On a year-to-date basis, hedge funds are up, though only by an unimpressive 0.62%, compared to a 3.85% gain over the same period in 2014.
The thesis of their recent report on that month is that “macroeconomic themes are starting to shape investor sentiments globally.”
A Weakening Recovery: Some Links in a Chain
Specifically, markets continued to reel from troubles in the China equity market and disappointing purchasing managers’ index numbers from that country. Further, the U.S. Federal Reserve disappointed some by backing away from rate normalization in its September 17 press release. Eurekahedge sees this as vacillation that has “added to the risk-off sentiment in the market.”
In general, central banks have little wiggle room as they are coping with commodity markets, which have induced fears of deflation. The Bank of England, like its Washington counterpart, these days dithers (“deliberates” if you prefer) over when it should increase (or “normalize”) its interest rates given the ongoing rush of ambiguous economic data.
The world still seems to be in a period of economic recovery, but the recovery seems old and tired, especially in the two powerhouses, China and the United States.
The best performing regional mandate is Asia ex-Japan, up 0.67% in September. Within that broad fold, Greater China mandates lead the way, with 1.26% return that month. The worst performing regional mandate was Latin America, -1.55% for the month. The underlying markets, as represented by MSCI EM Latin America Index IMI, fell 3.27% during September. The only good news for fund managers with this region as a mandate is that they suffered a smaller loss this month than they had in August.
Latin America’s economies depend upon exports, and their export performance depends by definition on the demand from countries where … that demand is failing.
With the exception of Asia ex-Japan, all the regional mandates were negative in September.
Not the Month for Black Swans
The report also offers the numbers on volatility. The CBOE Eurekahedge Volatility Indexes cover four different vol strategies: long, short, relative value, and tail risk. September was not a good month, and 2015 has not been a good year, for black swans. The fourth of these indexes, that for tail risk vol, is specifically aimed at tracking the results of managers who seek capital gains from periods of extreme distress, on the theory that such extremes happen more often than they are ‘supposed’ to happen on the basis of bell-curve models.

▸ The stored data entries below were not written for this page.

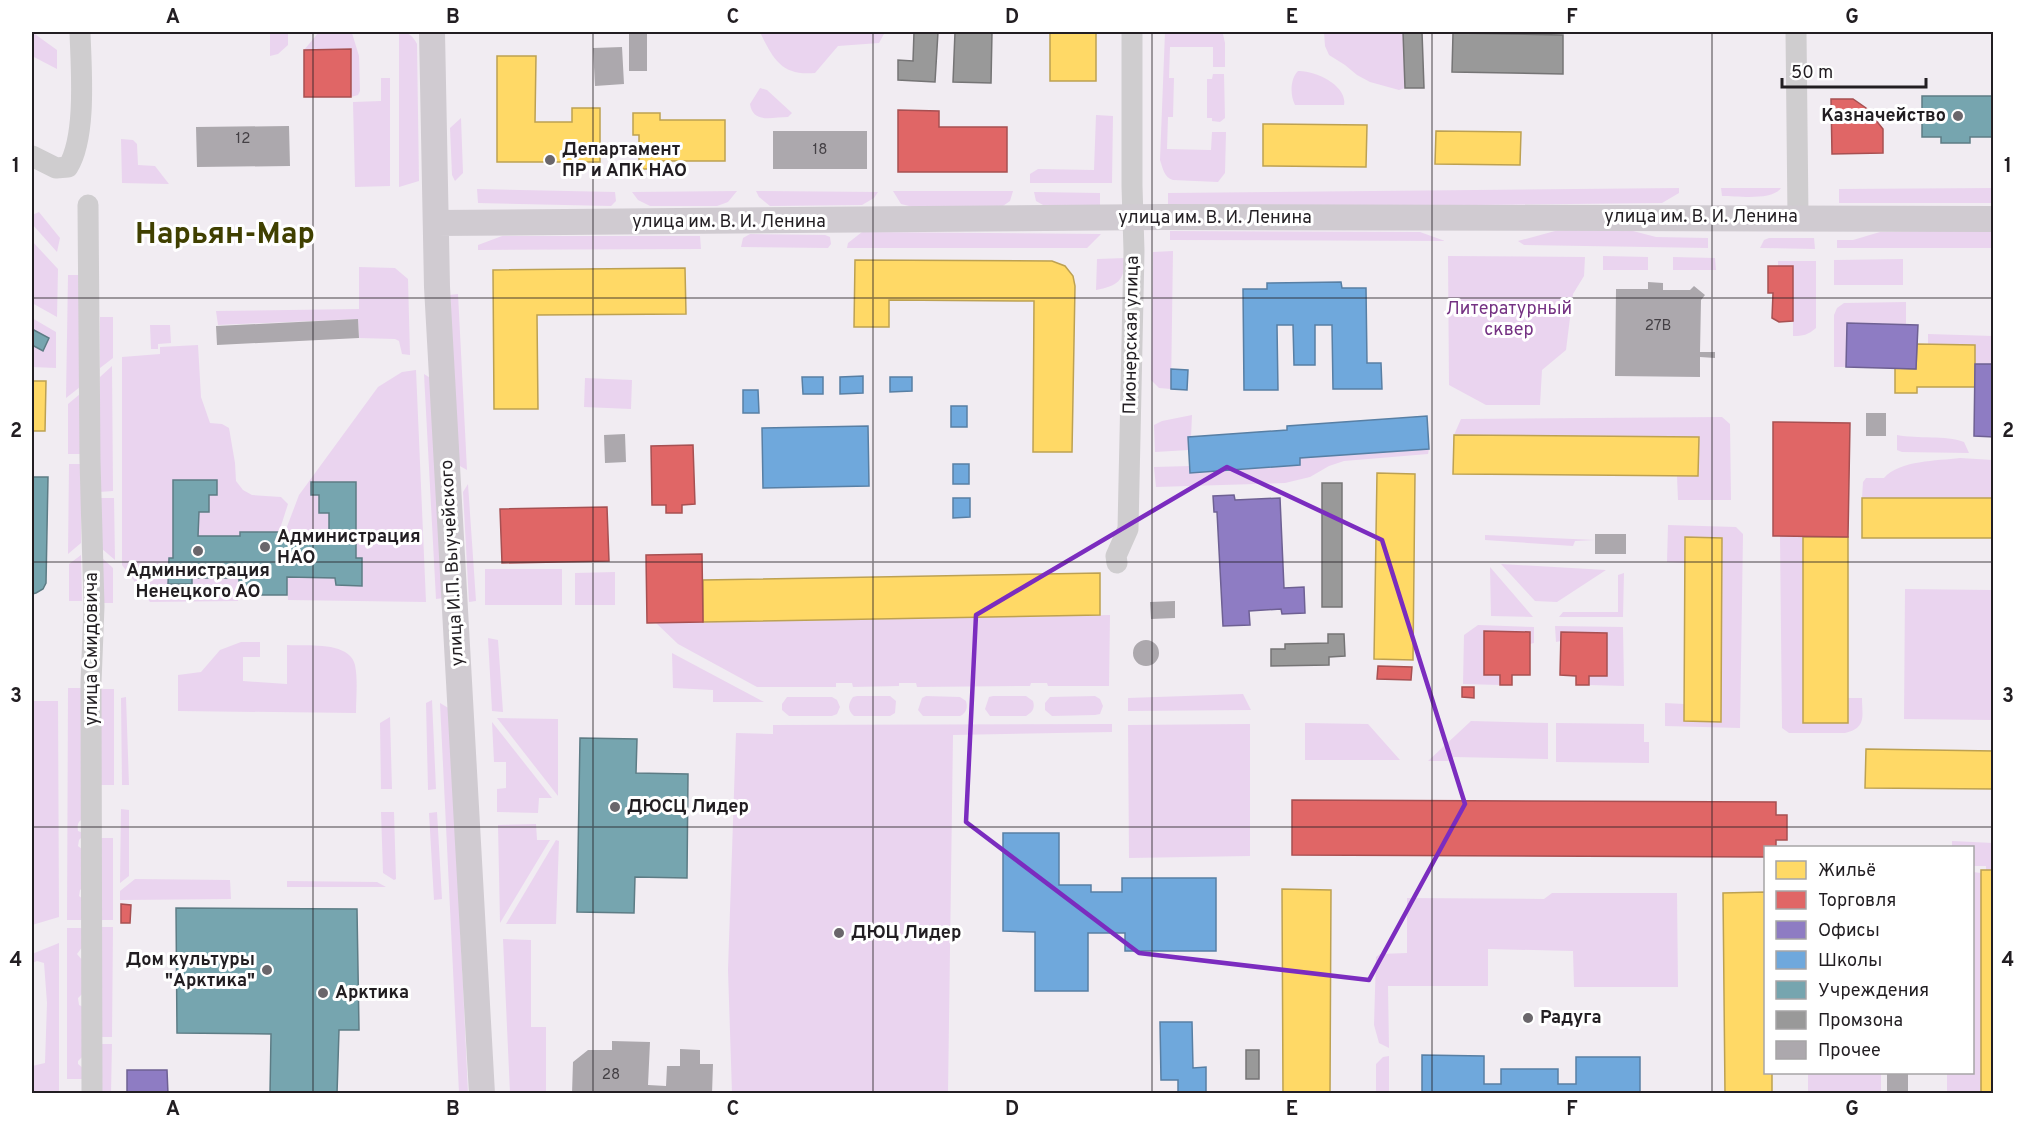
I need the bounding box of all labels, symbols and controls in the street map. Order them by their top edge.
text: A [166,5,180,31]
text: B [446,5,460,31]
text: C [727,5,739,31]
text: D [1005,5,1019,31]
text: E [1286,5,1298,31]
text: F [1566,5,1578,31]
text: G [1845,5,1859,31]
scale bar [1782,51,1926,89]
text: 50 m [1791,62,1833,85]
place label: Казначейство [1821,105,1946,128]
marker: Казначейство [1951,109,1965,123]
house number: 12 [236,130,250,149]
place label: Департамент ПР и АПК НАО [562,139,687,183]
house number: 18 [813,141,827,160]
marker: Департамент ПР и АПК НАО [543,153,557,167]
text: 1 [12,154,20,180]
text: 1 [2004,154,2012,180]
street label: улица им. В. И. Ленина [1604,206,1798,229]
street label: улица им. В. И. Ленина [1118,207,1312,230]
street label: улица им. В. И. Ленина [632,211,826,234]
district label: Нарьян-Мар [135,217,315,254]
street label: Пионерская улица [1119,255,1145,415]
park label: Литературный сквер [1446,298,1572,342]
house number: 27В [1645,317,1671,336]
text: 2 [10,419,22,445]
text: 2 [2002,419,2014,445]
street label: улица И.П. Выучейского [436,459,470,667]
place label: Администрация НАО [277,526,421,570]
marker: Администрация НАО [258,540,272,554]
marker: Администрация Ненецкого АО [191,544,205,558]
place label: Администрация Ненецкого АО [126,560,270,604]
street label: улица Смидовича [81,572,104,726]
text: 3 [10,684,22,710]
text: 3 [2002,684,2014,710]
place label: ДЮСЦ Лидер [627,796,749,819]
marker: ДЮСЦ Лидер [608,800,622,814]
legend [1764,846,1974,1074]
text: Жильё [1818,860,1876,883]
text: Торговля [1818,890,1896,913]
text: Офисы [1818,920,1880,943]
place label: ДЮЦ Лидер [851,922,961,945]
marker: ДЮЦ Лидер [832,926,846,940]
text: 4 [10,948,22,974]
text: 4 [2002,948,2014,974]
place label: Дом культуры "Арктика" [126,949,255,993]
text: Школы [1818,950,1882,973]
marker: Дом культуры "Арктика" [260,963,274,977]
text: Учреждения [1818,980,1929,1003]
place label: Арктика [335,982,409,1005]
marker: Арктика [316,986,330,1000]
place label: Радуга [1540,1007,1602,1030]
text: Промзона [1818,1010,1903,1033]
marker: Радуга [1521,1011,1535,1025]
text: Прочее [1818,1040,1881,1063]
house number: 28 [602,1066,620,1085]
text: A [166,1097,180,1123]
text: B [446,1097,460,1123]
text: C [727,1097,739,1123]
text: D [1005,1097,1019,1123]
text: E [1286,1097,1298,1123]
text: F [1566,1097,1578,1123]
text: G [1845,1097,1859,1123]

In September, each of the other three vol indexes showed positive returns. Shorters gained 0.57%, long vol players gained 0.33%, and the relative value funds did quite well at 2.12%. But the tail-risk crowd ended up alone in the negatives at-3.42%
It is the same story for the year to date 2015 numbers. Here again, the relative value (opportunistic) funds score best at 4.93%. Long and short siders are also both in the positives. Tail risk is alone in the negatives, at -3.42%.
North American Key Trends
Eurekahedge observes that, although money flowed more out of than into hedge funds with North American assets in the second half of 2014, the managers performed well during that period. They continued to perform well at the start of this year, and redemption pressure lessened, the first quarter showed a net asset inflow of $8.6 billion.
In the second quarter and third quarters of ’15, funds lost money but the asset influx continued, driven by “the larger brand names in the industry.”
Taking a broader view, the report says that the reforms of the financial markets initiated in response to the 2008 financial crisis spurred a number of prop desk traders to try their own hand in the hedge fund space, but those bank emigres didn’t perform as well as they had hoped, pushing them over time to close the doors of those funds. Thus, the pace of fund closures quarter by quarter rose in the year beginning in the middle of 2013, and exceeded the number of new launches I the second quarter of 2014. For the first two months of the third quarter of 2015 (July and August) closures were somewhat less than launches, though the race was a tight one.
Finally, on a geographical note, 28.8% of North American mandated hedge funds do business out of New York. Four other cities have significant numbers: Chicago (4.9%), San Francisco (4.8%), Toronto (3.5%) and Boston (3.3%). This leaves a little more than half (54.8%) in the city known as “Other.”